[Opening Records for this task section]

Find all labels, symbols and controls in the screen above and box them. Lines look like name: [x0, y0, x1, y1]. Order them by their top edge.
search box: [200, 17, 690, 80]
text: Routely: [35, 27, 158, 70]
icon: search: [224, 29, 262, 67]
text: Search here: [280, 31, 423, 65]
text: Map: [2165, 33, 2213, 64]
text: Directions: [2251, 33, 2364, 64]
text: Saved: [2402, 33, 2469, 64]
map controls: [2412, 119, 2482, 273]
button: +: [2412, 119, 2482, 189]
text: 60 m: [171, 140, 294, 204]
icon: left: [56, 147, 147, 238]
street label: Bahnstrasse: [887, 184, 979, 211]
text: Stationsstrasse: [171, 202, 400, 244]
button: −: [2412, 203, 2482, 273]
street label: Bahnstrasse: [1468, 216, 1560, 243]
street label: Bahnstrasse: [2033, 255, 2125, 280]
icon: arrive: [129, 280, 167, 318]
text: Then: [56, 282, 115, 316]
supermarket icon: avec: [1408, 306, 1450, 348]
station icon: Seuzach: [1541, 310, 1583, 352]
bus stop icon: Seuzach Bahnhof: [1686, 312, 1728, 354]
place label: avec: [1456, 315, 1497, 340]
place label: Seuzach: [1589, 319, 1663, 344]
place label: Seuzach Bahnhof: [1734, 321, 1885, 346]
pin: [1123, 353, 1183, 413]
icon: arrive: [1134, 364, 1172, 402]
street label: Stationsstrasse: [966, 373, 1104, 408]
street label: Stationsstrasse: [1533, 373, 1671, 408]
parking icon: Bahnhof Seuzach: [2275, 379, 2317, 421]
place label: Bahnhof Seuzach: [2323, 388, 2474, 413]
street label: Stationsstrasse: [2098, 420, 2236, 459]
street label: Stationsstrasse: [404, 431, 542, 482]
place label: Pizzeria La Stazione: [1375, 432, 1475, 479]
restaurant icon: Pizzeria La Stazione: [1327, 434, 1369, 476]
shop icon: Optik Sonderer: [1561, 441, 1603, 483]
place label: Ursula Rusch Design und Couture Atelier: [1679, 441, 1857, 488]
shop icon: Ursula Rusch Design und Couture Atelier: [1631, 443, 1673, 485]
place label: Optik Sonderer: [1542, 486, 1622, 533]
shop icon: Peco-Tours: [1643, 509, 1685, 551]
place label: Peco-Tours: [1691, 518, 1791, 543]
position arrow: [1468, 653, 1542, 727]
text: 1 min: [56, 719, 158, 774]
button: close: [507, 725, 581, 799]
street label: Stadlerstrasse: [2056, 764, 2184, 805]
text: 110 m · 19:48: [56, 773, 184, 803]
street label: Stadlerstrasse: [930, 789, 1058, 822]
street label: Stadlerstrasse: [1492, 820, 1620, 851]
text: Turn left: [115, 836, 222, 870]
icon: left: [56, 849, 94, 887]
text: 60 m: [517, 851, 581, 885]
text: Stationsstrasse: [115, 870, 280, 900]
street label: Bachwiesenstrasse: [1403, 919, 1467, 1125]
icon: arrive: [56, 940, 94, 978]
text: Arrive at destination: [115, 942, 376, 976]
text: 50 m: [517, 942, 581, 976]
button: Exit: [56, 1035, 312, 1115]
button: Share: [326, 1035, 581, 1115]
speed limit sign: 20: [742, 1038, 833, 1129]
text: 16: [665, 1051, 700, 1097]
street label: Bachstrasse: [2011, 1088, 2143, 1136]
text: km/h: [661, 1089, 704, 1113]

[Closing Records for this task section]

## Exercise requirements
Only the data above, repeated exactly, should make up the reply.

## Result of the exercise
Find all labels, symbols and controls in the screen above and box them. Lines look like name: [x0, y0, x1, y1]. Order them by their top edge.
search box: [200, 17, 690, 80]
text: Routely: [35, 27, 158, 70]
icon: search: [224, 29, 262, 67]
text: Search here: [280, 31, 423, 65]
text: Map: [2165, 33, 2213, 64]
text: Directions: [2251, 33, 2364, 64]
text: Saved: [2402, 33, 2469, 64]
map controls: [2412, 119, 2482, 273]
button: +: [2412, 119, 2482, 189]
text: 60 m: [171, 140, 294, 204]
icon: left: [56, 147, 147, 238]
street label: Bahnstrasse: [887, 184, 979, 211]
text: Stationsstrasse: [171, 202, 400, 244]
button: −: [2412, 203, 2482, 273]
street label: Bahnstrasse: [1468, 216, 1560, 243]
street label: Bahnstrasse: [2033, 255, 2125, 280]
icon: arrive: [129, 280, 167, 318]
text: Then: [56, 282, 115, 316]
supermarket icon: avec: [1408, 306, 1450, 348]
station icon: Seuzach: [1541, 310, 1583, 352]
bus stop icon: Seuzach Bahnhof: [1686, 312, 1728, 354]
place label: avec: [1456, 315, 1497, 340]
place label: Seuzach: [1589, 319, 1663, 344]
place label: Seuzach Bahnhof: [1734, 321, 1885, 346]
pin: [1123, 353, 1183, 413]
icon: arrive: [1134, 364, 1172, 402]
street label: Stationsstrasse: [966, 373, 1104, 408]
street label: Stationsstrasse: [1533, 373, 1671, 408]
parking icon: Bahnhof Seuzach: [2275, 379, 2317, 421]
place label: Bahnhof Seuzach: [2323, 388, 2474, 413]
street label: Stationsstrasse: [2098, 420, 2236, 459]
street label: Stationsstrasse: [404, 431, 542, 482]
place label: Pizzeria La Stazione: [1375, 432, 1475, 479]
restaurant icon: Pizzeria La Stazione: [1327, 434, 1369, 476]
shop icon: Optik Sonderer: [1561, 441, 1603, 483]
place label: Ursula Rusch Design und Couture Atelier: [1679, 441, 1857, 488]
shop icon: Ursula Rusch Design und Couture Atelier: [1631, 443, 1673, 485]
place label: Optik Sonderer: [1542, 486, 1622, 533]
shop icon: Peco-Tours: [1643, 509, 1685, 551]
place label: Peco-Tours: [1691, 518, 1791, 543]
position arrow: [1468, 653, 1542, 727]
text: 1 min: [56, 719, 158, 774]
button: close: [507, 725, 581, 799]
street label: Stadlerstrasse: [2056, 764, 2184, 805]
text: 110 m · 19:48: [56, 773, 184, 803]
street label: Stadlerstrasse: [930, 789, 1058, 822]
street label: Stadlerstrasse: [1492, 820, 1620, 851]
text: Turn left: [115, 836, 222, 870]
icon: left: [56, 849, 94, 887]
text: 60 m: [517, 851, 581, 885]
text: Stationsstrasse: [115, 870, 280, 900]
street label: Bachwiesenstrasse: [1403, 919, 1467, 1125]
icon: arrive: [56, 940, 94, 978]
text: Arrive at destination: [115, 942, 376, 976]
text: 50 m: [517, 942, 581, 976]
button: Exit: [56, 1035, 312, 1115]
button: Share: [326, 1035, 581, 1115]
speed limit sign: 20: [742, 1038, 833, 1129]
text: 16: [665, 1051, 700, 1097]
street label: Bachstrasse: [2011, 1088, 2143, 1136]
text: km/h: [661, 1089, 704, 1113]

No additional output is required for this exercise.